The rapid economic growth rate seen in the last three months of 2023 reinforces the Federal Reserve’s cautious approach to easing monetary policy, some economists say.
There will not be “willy-nilly rate cuts,” said Chris Low, chief economist at FHN Financial, in a note to clients Thursday. “The Fed will cut rates this year slowly and cautiously.”
Financial markets think that the Fed will definitely cut rates by May. They’re more divided about a March cut, seeing just under a 50% chance. Investors see six rate cuts this year, while the median Fed forecast is for three. Atlanta Fed President Raphael Bostic said he thinks there will be only two rate cuts.
Economists who think there will fewer rate cuts than the market expects said the GDP data fit with their expectations.
The U.S. grew at a robust 3.3% annual pace in the fourth quarter, well above the 2% expected. This is the sixth straight quarter with above-average growth, which the Fed defines as a 1.8% growth rate.
With growth so far above the long-run average, “this underscores our expectation for the Fed to hold off on cutting rates until the third quarter,” said Katherine Judge, senior economist at CIBC Capital Markets.
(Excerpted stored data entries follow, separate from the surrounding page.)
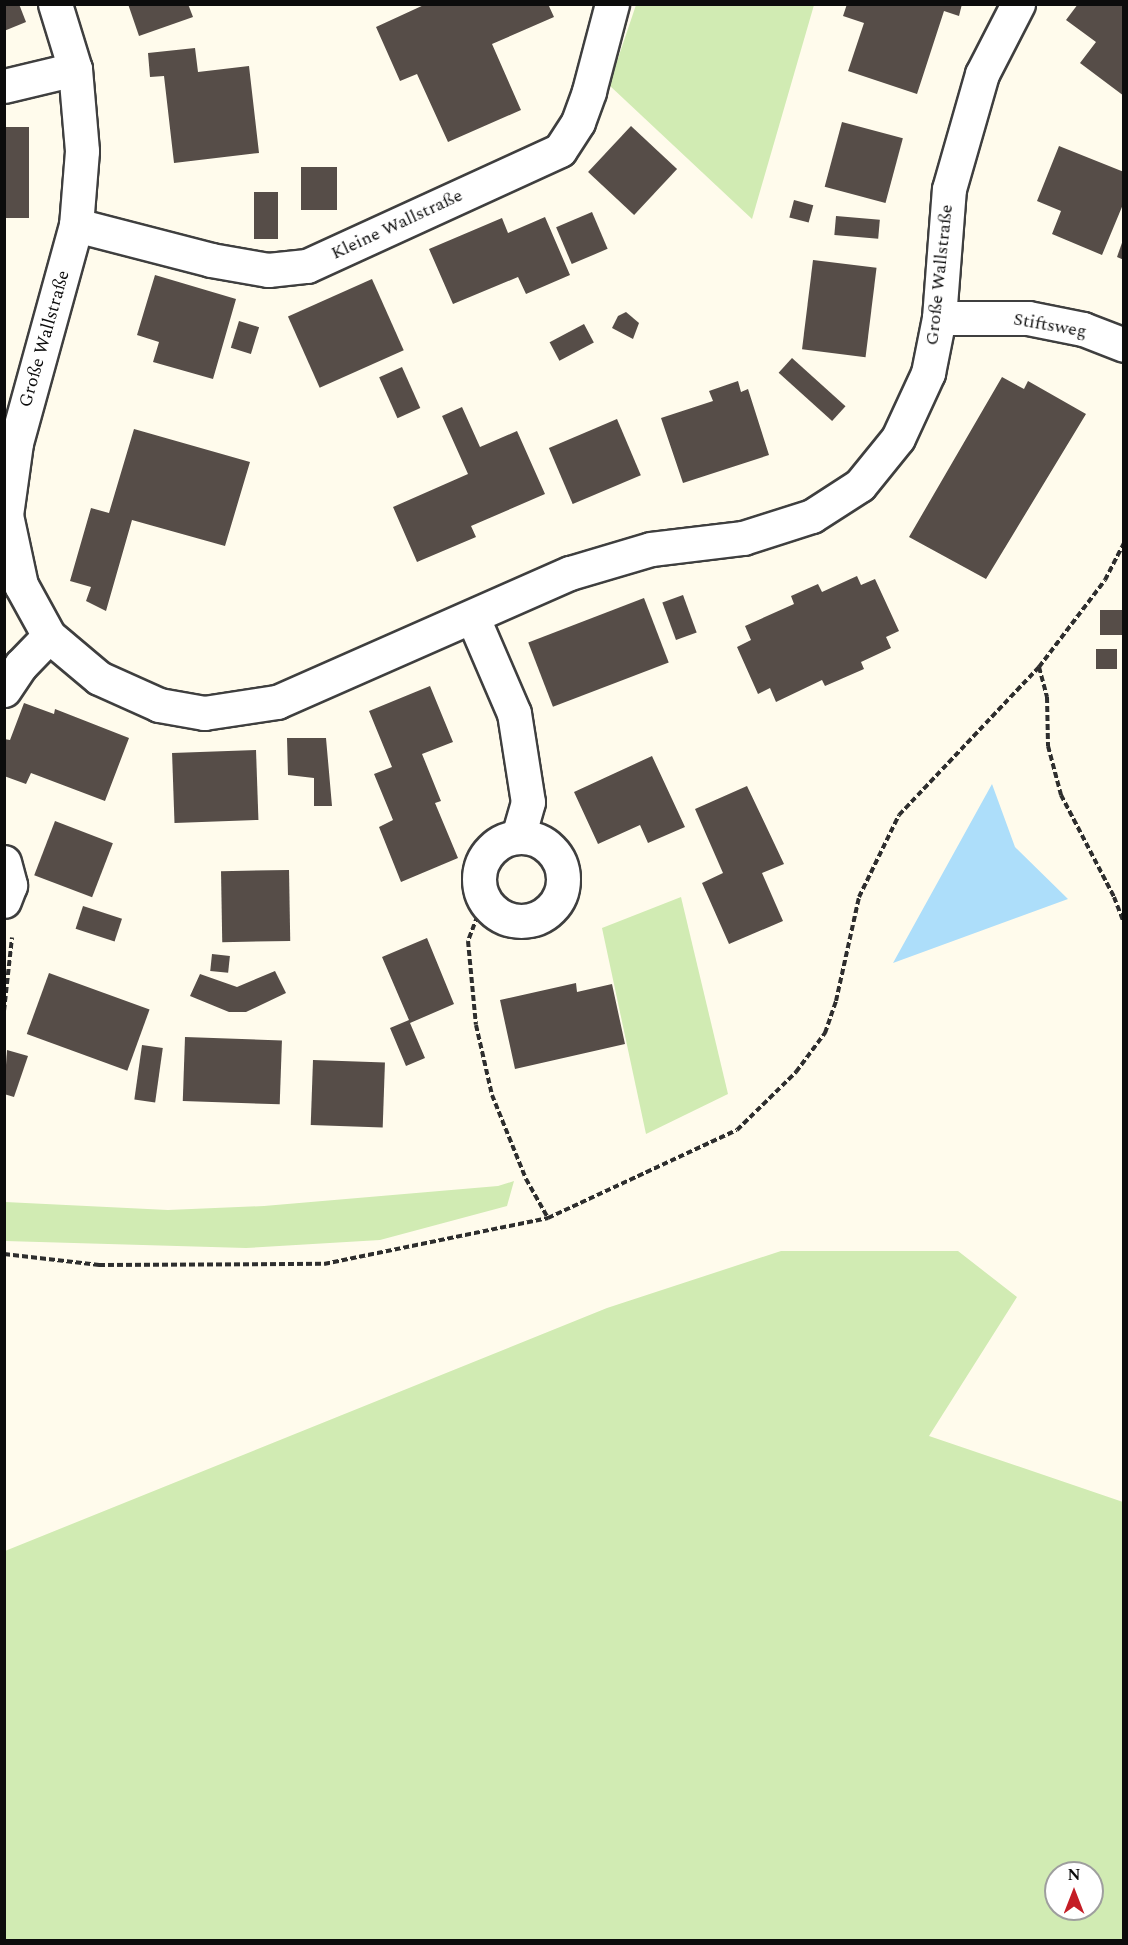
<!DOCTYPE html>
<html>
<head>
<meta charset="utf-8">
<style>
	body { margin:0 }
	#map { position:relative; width:1128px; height:1945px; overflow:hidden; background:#fffbec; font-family:Spectral,serif }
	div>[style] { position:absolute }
	.green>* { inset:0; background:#d1ebb3 }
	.water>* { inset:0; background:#addefa }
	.building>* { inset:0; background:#564d48; transform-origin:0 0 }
	.path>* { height:4px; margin-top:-2px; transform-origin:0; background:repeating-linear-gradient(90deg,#2e2e2e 0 6px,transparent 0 9px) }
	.roads { filter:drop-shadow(2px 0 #3f3f3f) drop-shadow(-2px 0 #3f3f3f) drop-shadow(0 2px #3f3f3f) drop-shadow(0 -2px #3f3f3f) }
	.minor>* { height:33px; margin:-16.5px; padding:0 16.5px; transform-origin:16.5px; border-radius:16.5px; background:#fff }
	.minor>.ring { margin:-16.5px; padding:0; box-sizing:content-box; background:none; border:33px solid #fff; border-radius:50% }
	span { translate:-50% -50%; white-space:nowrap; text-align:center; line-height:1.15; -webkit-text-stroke:6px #fff; paint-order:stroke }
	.street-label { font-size:18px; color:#0c0c0c }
	.frame { position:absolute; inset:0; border:6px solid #0c0c0c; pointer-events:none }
	.north { position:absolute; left:1044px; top:1861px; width:60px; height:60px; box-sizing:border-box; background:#fff; border:2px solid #9e9e9e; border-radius:50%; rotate:0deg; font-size:16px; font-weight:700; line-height:24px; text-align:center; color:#0c0c0c }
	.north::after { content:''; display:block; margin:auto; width:21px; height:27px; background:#c41d26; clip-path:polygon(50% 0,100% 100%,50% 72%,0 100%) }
</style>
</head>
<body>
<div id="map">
	<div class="green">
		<div style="clip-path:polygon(636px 5px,814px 5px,752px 219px,609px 85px)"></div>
		<div style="clip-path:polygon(681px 897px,728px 1094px,646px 1134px,602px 928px)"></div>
		<div style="clip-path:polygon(514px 1181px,507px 1206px,380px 1240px,246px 1248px,5px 1241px,5px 1202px,168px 1210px,264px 1206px,498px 1186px)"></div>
		<div style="clip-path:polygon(evenodd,781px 1251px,958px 1251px,1017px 1297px,929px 1436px,1123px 1502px,1123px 1940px,5px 1940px,5px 1551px,607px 1308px,781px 1251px,1056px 1873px,1092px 1873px,1092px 1909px,1056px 1909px,1056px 1873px)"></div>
	</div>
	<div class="water">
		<div style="clip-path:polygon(992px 784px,1015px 847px,1068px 899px,893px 963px)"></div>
	</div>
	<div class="building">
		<div style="clip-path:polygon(4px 4px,19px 4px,26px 22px,4px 31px)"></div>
		<div style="clip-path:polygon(128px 4px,188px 4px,193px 17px,139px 36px)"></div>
		<div style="clip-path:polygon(426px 4px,548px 4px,554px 17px,492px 44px,521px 110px,448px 142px,417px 74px,400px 81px,376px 27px)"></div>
		<div style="clip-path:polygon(847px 4px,925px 5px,962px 4px,959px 16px,944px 11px,917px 94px,848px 71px,864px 23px,843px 16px)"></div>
		<div style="clip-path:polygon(1078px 4px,1124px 4px,1124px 96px,1080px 63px,1096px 42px,1066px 20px)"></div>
		<div style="clip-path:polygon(195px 48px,198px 72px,249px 66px,259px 153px,174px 163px,164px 76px,150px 77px,148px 53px)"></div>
		<div style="left:842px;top:122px;width:63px;height:67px;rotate:15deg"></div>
		<div style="left:631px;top:126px;width:63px;height:63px;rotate:43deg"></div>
		<div style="left:4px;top:127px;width:25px;height:91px"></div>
		<div style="clip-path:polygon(1059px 146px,1124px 172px,1124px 202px,1102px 255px,1052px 234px,1061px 211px,1037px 201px)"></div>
		<div style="left:301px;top:167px;width:36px;height:43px"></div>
		<div style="left:254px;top:192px;width:24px;height:47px"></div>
		<div style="left:794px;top:200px;width:20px;height:18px;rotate:15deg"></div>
		<div style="left:592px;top:212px;width:40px;height:39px;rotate:67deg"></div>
		<div style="left:836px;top:216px;width:44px;height:19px;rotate:5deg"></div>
		<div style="clip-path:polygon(545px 217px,570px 275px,526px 294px,518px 277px,453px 304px,429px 249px,502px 218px,508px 233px)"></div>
		<div style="clip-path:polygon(1123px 240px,1124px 240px,1124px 260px,1117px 257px)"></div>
		<div style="left:813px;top:260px;width:64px;height:90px;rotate:7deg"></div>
		<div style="clip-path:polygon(155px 275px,236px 299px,213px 379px,153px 362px,159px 342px,137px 335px)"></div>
		<div style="left:372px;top:279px;width:78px;height:92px;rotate:66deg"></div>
		<div style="clip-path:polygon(626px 312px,639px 323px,633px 339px,612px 328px,618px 316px)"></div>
		<div style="left:239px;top:321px;width:21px;height:28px;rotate:17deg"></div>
		<div style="left:584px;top:324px;width:21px;height:39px;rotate:62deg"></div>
		<div style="left:792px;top:358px;width:72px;height:20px;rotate:42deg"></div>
		<div style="left:402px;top:367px;width:45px;height:25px;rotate:66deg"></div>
		<div style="clip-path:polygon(1002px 377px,1024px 389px,1028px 381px,1086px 414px,986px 579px,909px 537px)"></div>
		<div style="clip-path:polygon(738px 381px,741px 392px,748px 389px,769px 455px,683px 483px,661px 418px,713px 401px,709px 391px)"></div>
		<div style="clip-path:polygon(462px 407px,480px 447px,517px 431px,545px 494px,471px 526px,476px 537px,417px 562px,393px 507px,468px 474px,442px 416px)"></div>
		<div style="left:617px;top:419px;width:61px;height:74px;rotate:67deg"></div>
		<div style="clip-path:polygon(134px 429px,250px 462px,225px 546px,132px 520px,106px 611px,86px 601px,91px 587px,70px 581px,91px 508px,109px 513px)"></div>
		<div style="clip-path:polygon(857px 576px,861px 585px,875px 579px,899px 631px,886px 637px,891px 648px,861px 662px,864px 669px,825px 686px,822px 680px,776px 702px,770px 688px,758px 694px,737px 647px,751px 640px,745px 626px,794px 604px,791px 596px,818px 584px,822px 592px)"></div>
		<div style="left:683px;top:595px;width:40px;height:22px;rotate:70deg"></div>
		<div style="left:644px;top:598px;width:69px;height:124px;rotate:69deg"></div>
		<div style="left:1124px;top:610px;width:25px;height:24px;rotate:90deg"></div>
		<div style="left:1096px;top:649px;width:21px;height:20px"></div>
		<div style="clip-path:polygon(430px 686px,453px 742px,422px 754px,441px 801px,435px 803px,458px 858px,401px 882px,379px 827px,393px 820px,374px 774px,392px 767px,369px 711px)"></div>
		<div style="clip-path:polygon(24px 703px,54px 714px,55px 709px,129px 738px,105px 801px,31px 773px,26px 784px,4px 776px,4px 739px,10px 740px)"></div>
		<div style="clip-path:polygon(287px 738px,326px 738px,332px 806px,314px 806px,314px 778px,288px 775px)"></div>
		<div style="left:256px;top:750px;width:70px;height:84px;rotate:88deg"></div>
		<div style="clip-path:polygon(652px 756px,685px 827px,648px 843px,640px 825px,598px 844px,574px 792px)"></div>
		<div style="clip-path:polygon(747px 786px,784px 864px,762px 873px,783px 921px,729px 944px,702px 883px,723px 873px,695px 809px)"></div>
		<div style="left:55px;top:821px;width:62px;height:58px;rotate:21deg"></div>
		<div style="left:289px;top:870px;width:71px;height:68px;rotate:89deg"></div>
		<div style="left:83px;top:906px;width:41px;height:24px;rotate:18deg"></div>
		<div style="clip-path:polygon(427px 938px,454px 1004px,410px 1023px,425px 1058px,406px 1066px,390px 1028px,409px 1020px,382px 957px)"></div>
		<div style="left:212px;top:954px;width:18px;height:17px;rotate:6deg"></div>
		<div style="clip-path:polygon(275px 971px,286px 993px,246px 1012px,229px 1012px,190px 996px,200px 974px,237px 987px)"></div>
		<div style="left:49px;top:973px;width:107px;height:65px;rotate:20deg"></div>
		<div style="clip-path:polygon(576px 983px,577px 992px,612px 984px,625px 1044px,515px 1069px,500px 1000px)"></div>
		<div style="left:185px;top:1037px;width:97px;height:64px;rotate:2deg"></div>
		<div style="left:142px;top:1045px;width:21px;height:55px;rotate:8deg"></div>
		<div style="clip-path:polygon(7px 1050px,28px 1056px,14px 1097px,4px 1094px)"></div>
		<div style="left:313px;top:1060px;width:72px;height:65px;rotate:2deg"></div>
	</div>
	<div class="path">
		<div style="left:1039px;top:667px;width:109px;rotate:-52.8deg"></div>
		<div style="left:1105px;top:580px;width:42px;rotate:-62.8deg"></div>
		<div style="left:484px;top:899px;width:45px;rotate:110.9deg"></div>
		<div style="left:468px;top:941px;width:84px;rotate:84.6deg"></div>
		<div style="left:476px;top:1025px;width:72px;rotate:77.1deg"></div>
		<div style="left:492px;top:1095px;width:91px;rotate:68deg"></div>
		<div style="left:526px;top:1179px;width:45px;rotate:60.6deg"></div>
		<div style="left:4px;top:1011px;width:74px;rotate:-83.8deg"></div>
		<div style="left:4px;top:1254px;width:96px;rotate:6.6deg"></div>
		<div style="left:99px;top:1265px;width:225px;rotate:-0.3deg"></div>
		<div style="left:324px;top:1264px;width:229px;rotate:-11.6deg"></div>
		<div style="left:548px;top:1218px;width:208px;rotate:-25deg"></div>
		<div style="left:737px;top:1130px;width:83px;rotate:-44.5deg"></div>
		<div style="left:796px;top:1072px;width:49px;rotate:-53.4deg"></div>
		<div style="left:825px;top:1033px;width:34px;rotate:-71deg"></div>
		<div style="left:836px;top:1001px;width:107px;rotate:-77.5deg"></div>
		<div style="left:859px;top:897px;width:91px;rotate:-64deg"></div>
		<div style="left:899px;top:815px;width:204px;rotate:-46.6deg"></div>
		<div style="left:1039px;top:667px;width:31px;rotate:75deg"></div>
		<div style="left:1047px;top:697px;width:49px;rotate:88.8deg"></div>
		<div style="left:1048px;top:746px;width:51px;rotate:75.1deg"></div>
		<div style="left:1061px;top:795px;width:115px;rotate:62.5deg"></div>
		<div style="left:1114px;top:897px;width:28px;rotate:69deg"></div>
	</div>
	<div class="roads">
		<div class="minor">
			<div style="left:55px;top:4px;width:68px;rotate:72.9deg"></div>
			<div style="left:75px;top:69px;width:82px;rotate:85.1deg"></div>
			<div style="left:82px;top:151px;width:74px;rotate:94.6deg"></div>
			<div style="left:76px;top:225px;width:226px;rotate:105.4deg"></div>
			<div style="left:16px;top:443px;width:73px;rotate:97.9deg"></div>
			<div style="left:6px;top:515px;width:72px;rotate:77.9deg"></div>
			<div style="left:21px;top:585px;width:58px;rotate:61.2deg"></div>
			<div style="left:49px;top:636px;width:65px;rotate:40deg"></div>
			<div style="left:99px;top:678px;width:66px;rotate:24.2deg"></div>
			<div style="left:159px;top:705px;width:46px;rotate:10.1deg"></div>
			<div style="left:204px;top:713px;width:74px;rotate:-8.6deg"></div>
			<div style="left:277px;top:702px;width:320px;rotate:-23.8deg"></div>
			<div style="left:570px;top:573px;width:84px;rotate:-16.5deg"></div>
			<div style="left:651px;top:549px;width:93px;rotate:-6.8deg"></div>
			<div style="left:743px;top:538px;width:72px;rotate:-17.7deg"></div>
			<div style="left:812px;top:516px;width:57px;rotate:-32.9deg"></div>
			<div style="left:860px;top:485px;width:60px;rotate:-51deg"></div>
			<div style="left:898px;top:438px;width:72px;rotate:-65.2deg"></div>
			<div style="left:928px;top:373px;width:56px;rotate:-78.7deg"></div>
			<div style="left:939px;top:318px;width:129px;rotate:-85.6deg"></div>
			<div style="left:949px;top:189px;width:120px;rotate:-74deg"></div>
			<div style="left:982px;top:74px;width:79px;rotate:-62.8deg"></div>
			<div style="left:4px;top:86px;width:73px;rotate:-13.5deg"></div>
			<div style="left:76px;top:225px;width:139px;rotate:14.5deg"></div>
			<div style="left:211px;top:260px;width:58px;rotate:10deg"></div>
			<div style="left:268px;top:270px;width:39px;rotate:-6deg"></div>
			<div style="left:307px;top:266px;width:278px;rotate:-24.6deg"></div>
			<div style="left:560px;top:150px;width:33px;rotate:-57deg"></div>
			<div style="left:578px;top:122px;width:33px;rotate:-70deg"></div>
			<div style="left:589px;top:91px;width:90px;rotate:-75.2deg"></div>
			<div style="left:939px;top:318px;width:89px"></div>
			<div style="left:1028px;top:318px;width:56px;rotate:11.3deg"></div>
			<div style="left:1083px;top:329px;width:44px;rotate:21.3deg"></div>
			<div style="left:473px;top:618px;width:103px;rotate:66.7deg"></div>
			<div style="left:514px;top:713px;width:90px;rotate:81.1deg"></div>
			<div style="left:528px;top:802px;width:35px;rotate:106deg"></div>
			<div style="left:4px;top:690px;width:30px;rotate:-56deg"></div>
			<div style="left:21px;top:665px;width:40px;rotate:-46deg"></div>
			<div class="ring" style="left:479px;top:837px;width:51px;height:51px"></div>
			<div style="left:4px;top:862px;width:24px;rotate:75deg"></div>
			<div style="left:10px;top:885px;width:17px;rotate:111deg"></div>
		</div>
	</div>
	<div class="street-label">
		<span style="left:397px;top:225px;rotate:-25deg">Kleine Wallstraße</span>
		<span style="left:940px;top:275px;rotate:-84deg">Große Wallstraße</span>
		<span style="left:1050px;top:326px;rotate:10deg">Stiftsweg</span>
		<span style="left:45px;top:339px;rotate:-74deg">Große Wallstraße</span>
	</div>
	<div class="frame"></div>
	<div class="north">N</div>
</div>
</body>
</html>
Read: Biden may not get a political lift from strong GDP report
Beth Ann Bovino, chief economist at U.S. Bank, said she expects the Fed to be more mindful about when it starts the easing process. She said a March rate cut seems less likely in the wake of the GDP data.
Bovino said she expects four rate cuts this year.
Ken Kim, senior economist at KPMG Economics, agreed that “a rate cut by the Federal Reserve is more likely by the end of the year.”
Also see: More economists on prospect of Fed rate cuts
On the other hand, despite the strong growth during the October-December period, Kathy Bostjancic, chief economist at Nationwide, thinks the economy will falter this year and experience a mild recession by the middle of 2024.